▸ **WORK REQUEST**
Where does "text" occur in the listing? Copy every line that holds it.

▸ **DATA EXTRACT**
--------------------------------

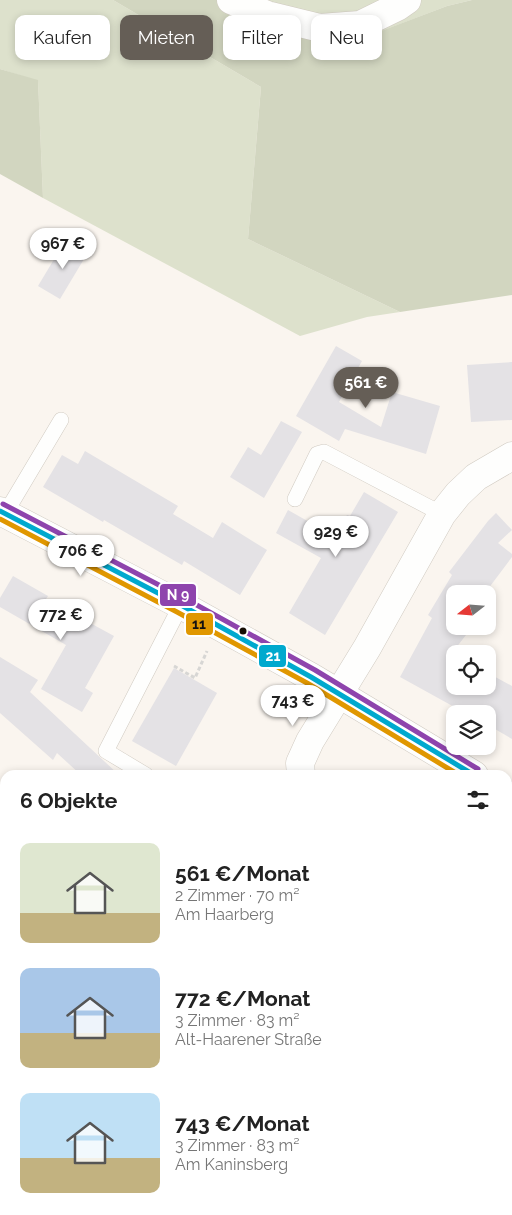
<!DOCTYPE html>
<html lang="de">
<head>
<meta charset="utf-8">
<style>
	body { margin:0; font-family:Raleway,sans-serif; background:#f6f6f6; color:#222; height:100vh; display:flex; flex-direction:column; font-size:19px; white-space:nowrap }
	* { box-sizing:border-box; margin:0 }
	p { font-size:16px; color:#767676 }
	.icon { flex:none; width:28px; height:28px; fill:none; stroke:currentColor; stroke-width:2; stroke-linecap:round; stroke-linejoin:round }
	.map { position:relative; flex:1; overflow:hidden }
	.sheet { position:absolute; left:0px; top:770px; width:512px; height:445px; display:flex; flex-direction:column; background:#fff; border-radius:15px 15px 0 0; box-shadow:0 2px 8px #0003 }
	.sheet>* { flex:none }
	.banner { position:absolute; left:15px; top:15px; width:482px; height:45px; display:flex; gap:10px }
	.needle { width:32px; rotate:253deg }
	.tools { position:absolute; left:446px; top:585px; display:grid; gap:10px }
	.tools a { display:grid; place-items:center; width:50px; height:50px; border-radius:10px; background:#fff; box-shadow:0 2px 8px #0003; font-size:25px }
	.price { position:absolute; translate:-50% -42px; padding:0 11px; border-radius:18px; background:#fff; color:#222; font-size:16px; line-height:32px; filter:drop-shadow(0 1px 2px #0008) }
	.price::after { content:''; position:absolute; left:50%; top:30px; width:15px; height:11px; margin-left:-8px; background:inherit; clip-path:polygon(0 0,100% 0,50% 100%) }
	.price.current { background:#655e56; color:#fff }
	ul { padding:0; list-style:none }
	li { display:flex; align-items:center; gap:15px; height:125px; padding:0 20px }
	li span { display:grid; place-items:center; flex:none; width:140px; height:100px; border-radius:10px; color:#555 }
	li>.icon { margin-inline-start:auto }
	span .icon { width:60px; height:60px; fill:#fffc; stroke-width:1 }
	li b { font-size:21px }
	h2 { display:flex; justify-content:space-between; align-items:center; height:60px; padding:0 20px; font-size:21px }
	.pill { padding:0 18px; border-radius:10px; background:#fff; box-shadow:0 2px 8px #0003; font-size:18px; line-height:45px }
	.pill.current { background:#655e56; color:#fff }
	.map>svg:first-child { display:block }
	.green { fill:#dde1cc }
	.forest { fill:#d2d6c0 }
	.building { fill:#e4e2e5 }
	.lines { fill:none; stroke-linecap:round; stroke-linejoin:round }
	.service-casing { stroke:#d0cac1; stroke-width:16 }
	.minor-casing { stroke:#d0cac1; stroke-width:29 }
	.secondary-casing { stroke:#d0cac1; stroke-width:29 }
	.path { stroke:#d7d6d4; stroke-width:3; stroke-dasharray:4 2.5; stroke-linecap:butt }
	.service { stroke:#fefefd; stroke-width:15 }
	.minor { stroke:#fefefd; stroke-width:28 }
	.secondary { stroke:#fefefd; stroke-width:28 }
	.bus-1-casing { stroke:#fff; stroke-width:9 }
	.bus-2-casing { stroke:#fff; stroke-width:9 }
	.bus-3-casing { stroke:#fff; stroke-width:9 }
	.bus-1 { stroke:#00a9ce; stroke-width:5 }
	.bus-2 { stroke:#e09700; stroke-width:5 }
	.bus-3 { stroke:#8e44ad; stroke-width:5 }
	.bus-dot { fill:#150d04; stroke:#fff; stroke-width:2 }
	.line-badge { stroke:#fff; stroke-width:2 }
	.badge-label { font-size:14px; text-anchor:middle; font-weight:bold; fill:#fff }
	.pale-badge-label { font-size:14px; text-anchor:middle; font-weight:bold; fill:#111 }
</style>
</head>
<body>
<div class="map">
<svg width="512" height="1215" viewBox="0 0 512 1215">
	<rect width="100%" height="100%" fill="#faf5ef"/>
	<!-- green -->
	<g class="green">
		<path d="M0 0H113L261 87 248 239 400 312 367 317 300 336 43 198 38 81 0 69Z"/>
		<path d="M266 0H472L447 6 361 39Z"/>
	</g>
	<!-- forest -->
	<g class="forest">
		<path d="M113 0H266L360 39 447 6 472 0H512V295L400 312 248 239 261 87Z"/>
		<path d="M0 69 38 80 43 198 0 174Z"/>
		<path d="M0 1090 5 1105V1210H42L43 1215H0Z"/>
	</g>
	<!-- building -->
	<g class="building">
		<path d="M65 241 87 254 60 299 38 286Z"/>
		<path d="M336 346 362 361 339 402 381 427 392 392 440 406 426 454 345 429 339 441 296 416Z"/>
		<path d="M512 362V420L471 422 467 365Z"/>
		<path d="M281 421 302 432 264 498 230 477 248 447 261 455Z"/>
		<path d="M85 451 178 506 173 514 213 538 222 522 267 550 240 595 184 561 182 565 104 520 103 522 43 487 62 455 78 464Z"/>
		<path d="M364 492 398 512 325 635 289 613 321 558 276 533 288 510 334 536 347 515 350 516Z"/>
		<path d="M496 513 512 530 498 543 512 554V557L488 589 496 595 488 606V594H455V626H473L452 653 455 655V686H488V673L512 686V739L488 725V714H467L400 677 432 618 428 615 452 575 449 572 488 521Z"/>
		<path d="M13 576 48 596 46 599 114 636 85 688 93 693 82 712 41 689 66 645 0 607V598Z"/>
		<path d="M0 657 38 680 30 692 119 775H81L57 753 53 760 0 713Z"/>
		<path d="M174 668 217 693 176 766 132 741Z"/>
	</g>
	<g class="lines">
		<!-- service casing -->
		<g class="service-casing">
			<g id="service">
				<path d="M295 499 317 454 324 452 442 514"/>
				<path d="M5 514 61 420"/>
				<path d="M146 775 106 751 181 605"/>
			</g>
		</g>
		<!-- minor casing -->
		<g class="minor-casing">
			<g id="minor">
				<path d="M231 0 267 15 320 28 360 25 397 7 407 0"/>
				<path d="M301 775 300 763 310 741 367 648 442 514 458 494 476 477 512 456"/>
				<path d="M508 1011 512 1016"/>
				<path d="M0 1183 5 1184"/>
				<path d="M136 1210 156 1215"/>
			</g>
		</g>
		<!-- secondary casing -->
		<g class="secondary-casing">
			<g id="secondary">
				<path d="M0 511 181 605 311 677 474 775"/>
				<path d="M508 795 512 797"/>
			</g>
		</g>
		<!-- path -->
		<path class="path" d="M174 666 195 678 207 651"/>
		<!-- service -->
		<use href="#service" class="service"/>
		<!-- minor -->
		<use href="#minor" class="minor"/>
		<!-- secondary -->
		<use href="#secondary" class="secondary"/>
		<!-- bus-1 casing -->
		<g class="bus-1-casing">
			<path id="bus-1" d="M0 511 181 605 311 677 474 775"/>
		</g>
		<!-- bus-2 casing -->
		<g class="bus-2-casing">
			<path id="bus-2" d="M0 519 177 612 307 683 459 775"/>
		</g>
		<!-- bus-3 casing -->
		<g class="bus-3-casing">
			<path id="bus-3" d="M3 504 184 598 315 670 478 769"/>
		</g>
		<!-- bus-1 -->
		<use href="#bus-1" class="bus-1"/>
		<!-- bus-2 -->
		<use href="#bus-2" class="bus-2"/>
		<!-- bus-3 -->
		<use href="#bus-3" class="bus-3"/>
	</g>
	<!-- markers -->
	<circle class="bus-dot" cx="243" cy="631" r="4.5"/>
	<g class="line-badge">
		<rect x="159" y="583" width="38" height="24" rx="5" fill="#8e44ad"/>
		<rect x="185" y="612" width="29" height="24" rx="5" fill="#e09700"/>
		<rect x="258" y="644" width="29" height="24" rx="5" fill="#00a9ce"/>
	</g>
	<g class="badge-label">
		<text x="178" y="600">N 9</text>
		<text x="273" y="661">21</text>
	</g>
	<g class="pale-badge-label">
		<text x="199" y="629">11</text>
	</g>
</svg>
<div class="tools">
<a><svg class="needle" viewBox="-14 -14 28 28"><path d="M0-13l5 13h-10z" fill="#e53935"/><path d="M0 13l5-13h-10z" fill="#767676"/></svg></a>
<a><svg class="icon" aria-label="locate" viewBox="0 0 24 24"><circle cx="12" cy="12" r="6"/><path d="M12 2v4M12 18v4M2 12h4M18 12h4"/></svg></a>
<a><svg class="icon" aria-label="layers" viewBox="0 0 24 24"><path d="M12 4l9 5-9 5-9-5zM3 14l9 5 9-5"/></svg></a>
</div>
<b class="price" style="left:63px;top:270px">967 €</b>
<b class="price current" style="left:366px;top:409px">561 €</b>
<b class="price" style="left:336px;top:558px">929 €</b>
<b class="price" style="left:81px;top:577px">706 €</b>
<b class="price" style="left:61px;top:641px">772 €</b>
<b class="price" style="left:293px;top:727px">743 €</b>
<div class="banner">
<a class="pill">Kaufen</a>
<a class="pill current">Mieten</a>
<a class="pill">Filter</a>
<a class="pill">Neu</a>
</div>
<section class="sheet">
<h2>6 Objekte<svg class="icon" aria-label="filters" viewBox="0 0 24 24"><path d="M4 7h16M4 17h16"/><circle cx="9" cy="7" r="2"/><circle cx="15" cy="17" r="2"/></svg></h2>
<ul>
<li><span style="background:linear-gradient(#dfe7d0 70%,#c2b280 0)"><svg class="icon" aria-label="home" viewBox="0 0 24 24"><path d="M3 11l9-7 9 7M6 9v11h12V9"/></svg></span><div><b>561 €/Monat</b><p>2 Zimmer · 70 m²</p><p>Am Haarberg</p></div></li>
<li><span style="background:linear-gradient(#a9c7e8 65%,#c2b280 0)"><svg class="icon" aria-label="home" viewBox="0 0 24 24"><path d="M3 11l9-7 9 7M6 9v11h12V9"/></svg></span><div><b>772 €/Monat</b><p>3 Zimmer · 83 m²</p><p>Alt-Haarener Straße</p></div></li>
<li><span style="background:linear-gradient(#bfe0f5 65%,#c2b280 0)"><svg class="icon" aria-label="home" viewBox="0 0 24 24"><path d="M3 11l9-7 9 7M6 9v11h12V9"/></svg></span><div><b>743 €/Monat</b><p>3 Zimmer · 83 m²</p><p>Am Kaninsberg</p></div></li>
</ul>
</section>
</div>
</body>
</html>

--------------------------------

▸ **RESPONSE BELOW**
	.badge-label { font-size:14px; text-anchor:middle; font-weight:bold; fill:#fff }
	.pale-badge-label { font-size:14px; text-anchor:middle; font-weight:bold; fill:#111 }
		<text x="178" y="600">N 9</text>
		<text x="273" y="661">21</text>
		<text x="199" y="629">11</text>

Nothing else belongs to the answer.